Mars rises in the early morning south of Leo in the early part of the month. It’s moving toward Virgo and will be close to the Virgo star Zavijava when December starts. Virgo’s bright star Spica is rising in the morning sky by November’s end. The moon passes it on the 29th.

Mercury, emerging from the sun’s glare in the morning sky, rises soon after Spica after about eight days into November. Mercury will rise earlier and earlier each day until it’s at greatest elongation on the 18th. However, the stars behind it will rise even earlier to make it look like the planet isn’t keeping up. Meanwhile, Comet ISON is closing in from above.

ISON will be about the same distance above Spica as Mercury is below it on the 15th. The comet will be close to the star on the 17th and will have passed it by the 18th. Watch for ISON and Mercury to be side by side on the 22nd. By this time, Saturn is emerging from conjunction with the sun to appear below Mercury and ISON. ISON is to the right of the two planets on the 23rd.

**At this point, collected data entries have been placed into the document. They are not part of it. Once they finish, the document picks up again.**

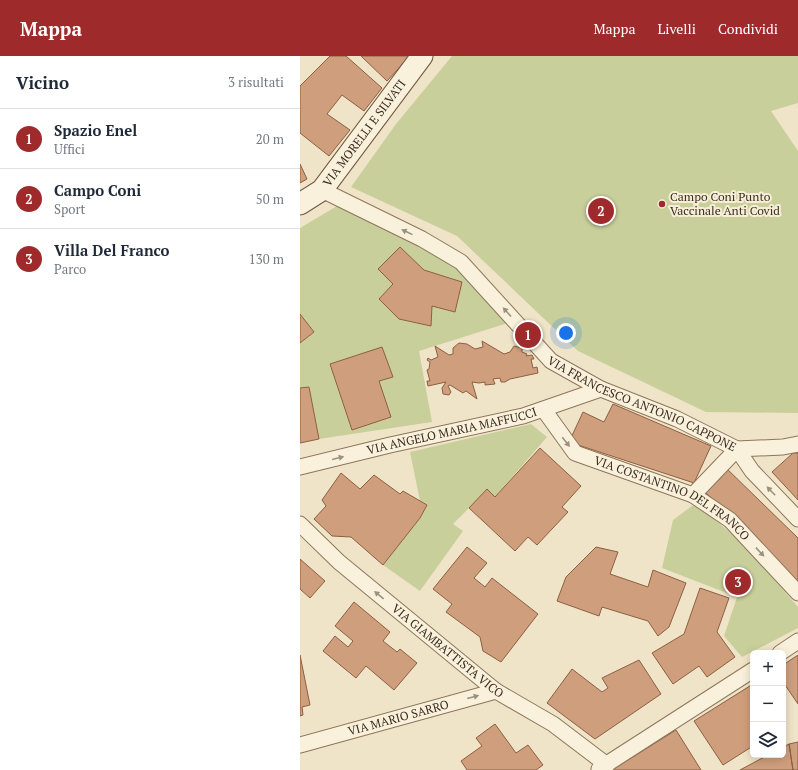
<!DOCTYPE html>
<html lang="it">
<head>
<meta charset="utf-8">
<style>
	body { margin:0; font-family:"PT Serif",serif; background:#f6f6f7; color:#1f2937 }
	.controls { position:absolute; right:12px; bottom:12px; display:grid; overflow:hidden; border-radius:6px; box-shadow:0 2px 10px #0003 }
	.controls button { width:36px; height:36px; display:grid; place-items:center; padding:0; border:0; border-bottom:1px solid #e0e1e3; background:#fff; color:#1f2937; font:20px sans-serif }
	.you { position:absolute; left:266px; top:277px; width:14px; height:14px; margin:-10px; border:3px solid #fff; border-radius:50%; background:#1a73e8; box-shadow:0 0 0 6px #1a73e833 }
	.badge { display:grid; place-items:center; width:26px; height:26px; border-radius:50%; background:#9e2a2b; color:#fff; font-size:13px; font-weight:700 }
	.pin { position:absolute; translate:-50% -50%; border:2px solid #fff; box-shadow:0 1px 4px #0006 }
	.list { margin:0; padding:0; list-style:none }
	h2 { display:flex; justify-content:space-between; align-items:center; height:52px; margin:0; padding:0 16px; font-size:17px }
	h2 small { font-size:13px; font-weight:400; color:#747a83 }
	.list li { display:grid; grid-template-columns:26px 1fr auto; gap:12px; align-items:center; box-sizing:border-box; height:60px; padding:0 16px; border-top:1px solid #e0e1e3 }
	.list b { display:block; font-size:15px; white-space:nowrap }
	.list p { margin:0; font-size:13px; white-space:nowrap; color:#747a83 }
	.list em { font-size:13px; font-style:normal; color:#747a83 }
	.icon { flex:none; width:22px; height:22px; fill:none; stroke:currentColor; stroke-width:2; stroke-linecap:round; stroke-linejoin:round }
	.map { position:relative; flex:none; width:498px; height:714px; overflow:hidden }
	header { display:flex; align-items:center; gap:24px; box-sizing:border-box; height:56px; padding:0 20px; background:#9e2a2b; color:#fff }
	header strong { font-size:19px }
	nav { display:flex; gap:22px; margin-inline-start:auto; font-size:14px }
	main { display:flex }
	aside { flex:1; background:#fff }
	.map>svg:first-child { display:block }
</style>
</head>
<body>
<header>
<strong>Mappa</strong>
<nav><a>Mappa</a><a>Livelli</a><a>Condividi</a></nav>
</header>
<main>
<aside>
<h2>Vicino<small>3 risultati</small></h2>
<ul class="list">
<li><span class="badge">1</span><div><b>Spazio Enel</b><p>Uffici</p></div><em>20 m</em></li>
<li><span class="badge">2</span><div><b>Campo Coni</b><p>Sport</p></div><em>50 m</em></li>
<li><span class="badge">3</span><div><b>Villa Del Franco</b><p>Parco</p></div><em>130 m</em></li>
</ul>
</aside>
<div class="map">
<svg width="498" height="714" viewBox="0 0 498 714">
	<rect width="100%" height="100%" fill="#f0e4c8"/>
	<path fill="#c9cf9b" d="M152 0H498V47L471 55 498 95V357L406 356 278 295 157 180 51 131 96 68Z
		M37 150 87 171 160 210 208 267 119 295 132 366 19 383 9 331 0 332V287L14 276 0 258V172Z
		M231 368 247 381 195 441 187 434 153 468 163 475 120 535 83 509 127 449 120 445 110 396Z
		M396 447 442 487 498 551V572L442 601 424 580 437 541 362 512 373 464Z"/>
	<path fill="#cf9f7d" stroke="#8d5f41" d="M30 0H46L82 32 64 55 42 39 27 58 50 74 29 100 0 77V30Z
		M61 0H110L87 25Z
		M0 108 7 123 0 127Z
		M100 191 124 214 162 226 155 256 132 250 131 270 99 263 79 243 93 228 78 213Z
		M0 258 14 276 0 287Z
		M182 285 204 298 210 296 214 290 222 292V296L227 298 226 300 232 299 234 303H231L233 312 237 311 238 317 210 323 205 326H201L200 322 193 323 195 328 185 329V326L179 327 172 326 177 343 166 335 163 337 150 329 148 330 151 336 149 339 143 338 142 332 146 326 128 330 127 325H130L127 314 129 313 130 306 127 304 128 302 131 304 138 301 135 290 149 299 153 298V292L159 287 167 288 175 293 183 291Z
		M82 291 93 321 79 325 91 361 52 374 30 308Z
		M9 331 19 383 0 387V332Z
		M313 348 411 390 394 427 269 386 283 356 304 366Z
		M240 392 281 430 262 451 268 456 237 489 228 481 215 495 169 452 187 433 195 441Z
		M493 397H498V444L472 416Z
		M424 410 498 482V526L402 433Z
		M41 417 60 433 74 419 100 438 103 435 127 449 120 462 83 509 51 481 32 480 14 463 26 450 22 444Z
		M167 491 187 507 174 522 185 531 192 522 238 558 201 606 183 595 180 581 146 556 152 548 133 533Z
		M296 491 318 496 310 518 348 531 353 514 386 527 369 571 358 580 348 565 302 551 299 560 257 545 266 521Z
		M0 503 25 525 10 542 0 533Z
		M400 532 429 542 417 576 435 601 407 621 399 610 373 628 352 597 384 578Z
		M54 546 90 576 83 585 97 596 100 593 117 607 94 634 66 610 56 622 23 595 35 580 48 591 53 585 35 570Z
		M0 599 10 649 2 651 3 659 0 660Z
		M498 599V648L483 626V609Z
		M339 604 361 638 295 683 247 647 272 613 302 636 308 632 302 622Z
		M453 628V690L423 709 394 665Z
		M195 668 216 697 228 689 243 709 236 714H167L161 705 182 690 176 682Z
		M376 674 401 714H312Z
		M498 686V714H493L489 688Z
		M489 688 493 714H440L468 699H483V691Z"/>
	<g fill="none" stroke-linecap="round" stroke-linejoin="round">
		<defs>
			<g id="minor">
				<path id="s1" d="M22 134 122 183 161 206 251 305 301 333 377 363 437 393 452 415 498 463"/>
				<path id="s2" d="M244 354 275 397 393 439 430 464 498 537"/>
				<path d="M437 393 483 391 498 388"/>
				<path id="s3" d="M0 411 90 389 223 360 301 333"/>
				<path d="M393 439 437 393"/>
				<path id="s4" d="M0 468 39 506 196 635 253 668 307 709"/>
				<path d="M480 597 498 585"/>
				<path id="s5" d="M0 689 196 635"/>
				<path d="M299 713 453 614"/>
			</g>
			<g id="secondary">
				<path id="s6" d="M0 148 22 134 122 0"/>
			</g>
		</defs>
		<use href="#minor" stroke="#8d765c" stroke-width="17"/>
		<use href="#secondary" stroke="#6f573f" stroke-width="23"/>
		<use href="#minor" stroke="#faf1dc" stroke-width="15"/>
		<use href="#secondary" stroke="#faf1dc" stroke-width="21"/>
	</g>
	<defs><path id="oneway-solid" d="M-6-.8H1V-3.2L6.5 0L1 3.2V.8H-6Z"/></defs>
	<g fill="#9c907e">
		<use href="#oneway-solid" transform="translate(107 176) rotate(-154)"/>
		<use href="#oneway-solid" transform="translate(207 256) rotate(-132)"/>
		<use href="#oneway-solid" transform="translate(266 386) rotate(52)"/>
		<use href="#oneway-solid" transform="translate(38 402) rotate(-14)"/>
		<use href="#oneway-solid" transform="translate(471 435) rotate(-134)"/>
		<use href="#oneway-solid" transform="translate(460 496) rotate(47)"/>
		<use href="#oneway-solid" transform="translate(79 539) rotate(-141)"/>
		<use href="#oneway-solid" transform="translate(173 641) rotate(-15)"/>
	</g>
	<circle fill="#9e2a2b" stroke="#f7eed8" stroke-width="1.5" cx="362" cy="148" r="4"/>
	<g text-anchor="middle" stroke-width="4" stroke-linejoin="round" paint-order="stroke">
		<g font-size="12" fill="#3d2e20" stroke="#f7eed8">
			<text dy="4" stroke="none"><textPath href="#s6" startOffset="97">VIA MORELLI E SILVATI</textPath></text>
			<text dy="4" stroke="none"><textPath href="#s1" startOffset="391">VIA FRANCESCO ANTONIO CAPPONE</textPath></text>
			<text dy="4" stroke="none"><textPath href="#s3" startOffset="156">VIA ANGELO MARIA MAFFUCCI</textPath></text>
			<text dy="4" stroke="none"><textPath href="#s2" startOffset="161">VIA COSTANTINO DEL FRANCO</textPath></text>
			<text dy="4" stroke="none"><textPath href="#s4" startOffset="195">VIA GIAMBATTISTA VICO</textPath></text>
			<text dy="4" stroke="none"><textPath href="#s5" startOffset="102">VIA MARIO SARRO</textPath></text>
		</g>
		<g font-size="12" fill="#3d2e20" stroke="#f7eed8" text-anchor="start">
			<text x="370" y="145">Campo Coni Punto<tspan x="370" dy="14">Vaccinale Anti Covid</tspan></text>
		</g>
	</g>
</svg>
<div class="controls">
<button>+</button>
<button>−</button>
<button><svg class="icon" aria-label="layers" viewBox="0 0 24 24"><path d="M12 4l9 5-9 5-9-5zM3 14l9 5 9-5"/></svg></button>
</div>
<div class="you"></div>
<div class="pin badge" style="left:228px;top:279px">1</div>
<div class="pin badge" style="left:301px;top:155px">2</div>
<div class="pin badge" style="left:438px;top:526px">3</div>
</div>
</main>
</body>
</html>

Look from morning to morning and you’ll see the comet is heading fast toward the sun. Unless it has brightened so much as to see it in daylight, don’t expect to see more than its tail in the morning sky by the 26th. That’s when Saturn is less than 0.7° west of Mercury. The two planets are between the Libra stars Zubeneschamali and Zubenelgenubi. In just a few more morning, the month will end with Mercury having dropped below Saturn.

From planet watching, you would reasonably expect Comet ISON to reemerge in the evening sky as quickly as it disappears this month from the morning sky. However, ISON’s orbit isn’t like a planet’s. It will reemerge into the morning sky! So early birds can look for it again in December.

A rare hybrid solar eclipse happens on the 3rd. For properly positioned ships in the Atlantic Ocean or people on land in Africa, the moon will pass directly in front of the sun. When the eclipse begins south of Bermuda, the moon is too far from Earth to block the entire sun, so there’s an annular eclipse. People will see a ring of the sun surrounding a black disk of the moon. Farther along the line of the central eclipse, it becomes a total eclipse because the moon will be close enough there to block the entire solar disk.

Partial solar eclipse phases will be visible from northeastern South America, most of the Atlantic, southern Europe, and nearly all of Africa.

There’s enough info to get you started on an exciting month. ¡SkyCaramba!